Georgia Supreme Court Justice Nels Peterson

The long-running and worsening shortage of lawyers in rural areas has challenged the profession's most prominent minds. A Georgia Supreme Court chief justice and a State Bar of Georgia president targeted the gap in recent years only to find it would not budge. A new idea emerged at the “Eliminating Barriers to Justice” conference held at Georgia State University College of Law Wednesday.

The idea: Teach people to do more without a lawyer.

“If we're looking to expand access to justice, we have to think about access to justice as being more than access to a lawyer,” Georgia Supreme Court Justice Nels Peterson told a full house during a panel discussion.

The lack of lawyers for people who need help with civil matters in underserved areas is about more than law; it's about economics, transportation, health care and education, the justice said. People in the South Georgia counties with no lawyers, and the many others with only a handful, have more needs than just legal, he said.

“This is such a thorny issue. There are people with real legal needs who simply can't afford to pay a lawyer,” Peterson said. “For most of the people we're talking about, you are not competing with King & Spalding for their business.”

Peterson would know. He practiced at King & Spalding between clerking for Judge William Pryor Jr. of the U.S. Court of Appeals for the Eleventh Circuit and serving as chief legal adviser to two governors. Gov. Nathan Deal appointed Peterson to the Georgia Court of Appeals in January 2016 and the Supreme Court in 2017. Peterson is also a Harvard Law School graduate and a prolific legal writer.

On Wednesday he shared the stage with a woman from Albany who represents the state bar leaders' hopes to help close the justice gap. If the new solution to access to justice is “do it yourself,” she would seek to be the guide.

Laureen Kelly is a lawyer, but that's not really why she was there. She created and expanded a law library in the Daugherty County Courthouse, where she works daily providing research and assistance to people who can't find or can't afford a lawyer. She serves on the State Bar of Georgia Access to Justice Committee, which has won a grant to address the rural lawyer shortage. The plan is to use the grant to expand Kelly's library and make it a pilot project for other parts of the state to copy.

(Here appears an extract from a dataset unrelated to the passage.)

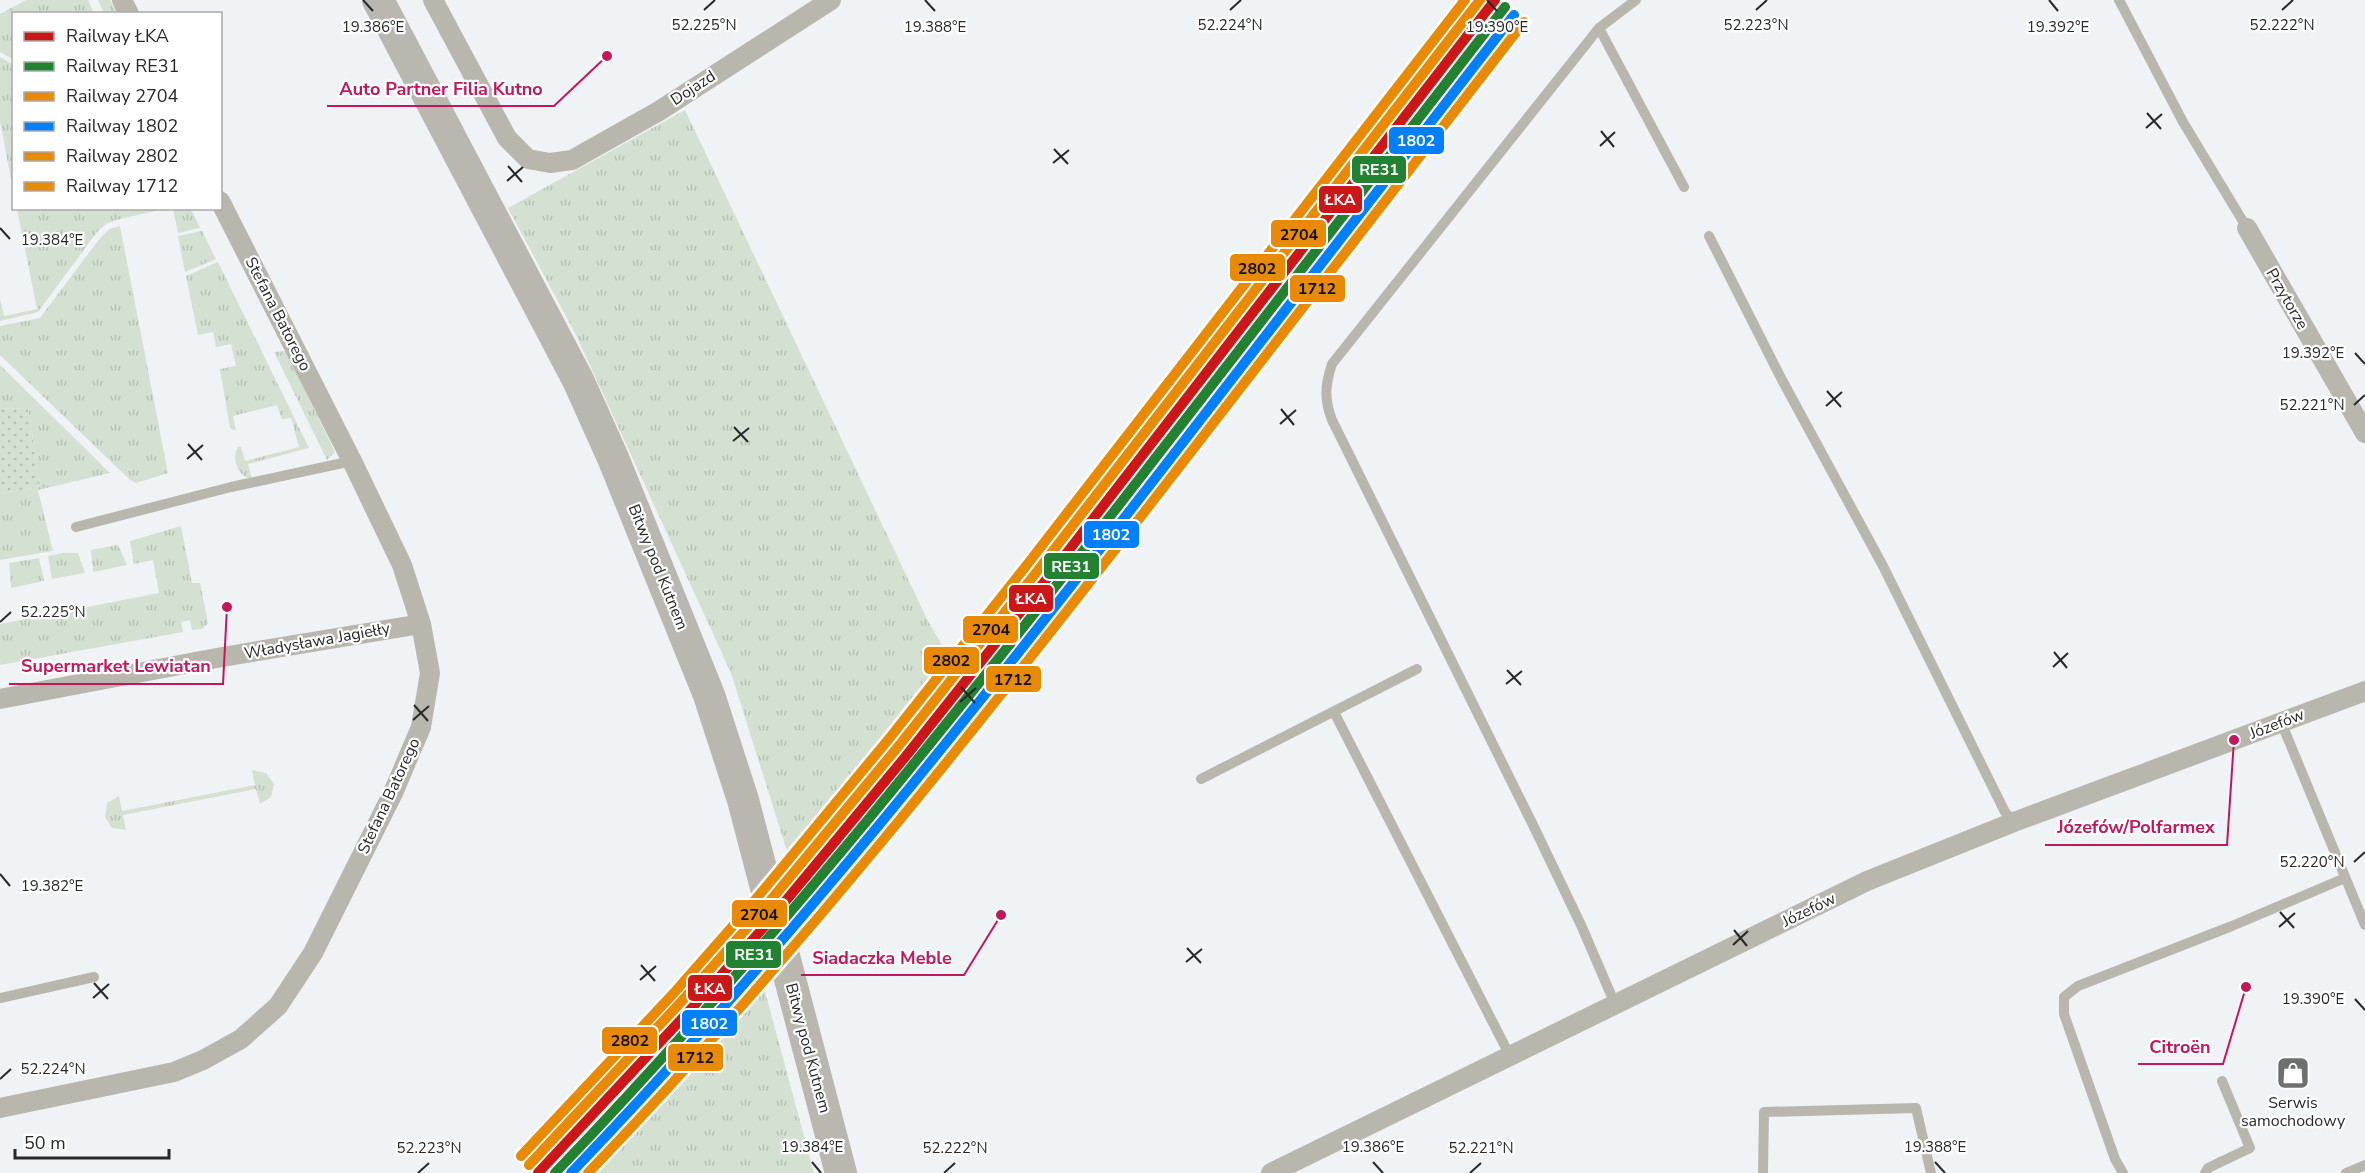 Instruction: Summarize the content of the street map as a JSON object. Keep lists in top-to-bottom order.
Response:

If people in Atlanta or other cities don't fully understand the needs of rural areas, Kelly seeks to be the translator. When people asked why the state can't simply provide more legal aid lawyers, Kelly explained that often those who come to her for help do not meet the low-income requirements for legal aid help, but they don't have the money to pay a lawyer either. Or they do meet the guidelines, but they have a need that legal aid lawyers aren't allowed to handle such as divorce. Or the legal aid lawyers are already overbooked.

When someone asked why people in underserved areas don't just use their computers and broadband internet to get help online, Kelly explained than many of the people who walk into her second-floor library don't have laptops and tablets. A significant number of them can't read or write, she said.

“They literally need someone to sit with them, pull up the forms and tell them 'your name goes here,'” she said. Sometimes they have other needs to address. She talked about providing food for a diabetic who was about to faint from low blood sugar in the midst of dealing with a stressful legal problem.

With the pilot project underway, Kelly's library is adding space and resources. She now has an assistant to help, along with a cadre of passionate volunteers she has recruited. “They say it's addictive,” she said.

But “do it yourself” law with help runs into another potential problem: unlicensed practice of law, which is illegal.

Charlie Lester, a past president of the state bar and chairman of the bar's Justice for All task force, told the conference that the bar is going to have to address the “unlicensed practice implications” in order to promote the law library model.

While Kelly is a licensed lawyer, not every librarian or volunteer would be.

Lester noted that many courts routinely see 60 percent to 90 percent of parties unrepresented.

“We're never going to have a system that provides a lawyer for everybody,” Lester said. “There are not enough lawyers, even though a lot of people say there are too many, and there probably are.”

Still, with DIY and help from Kelly's law library model, Lester said the goal for access to justice can be 100 percent.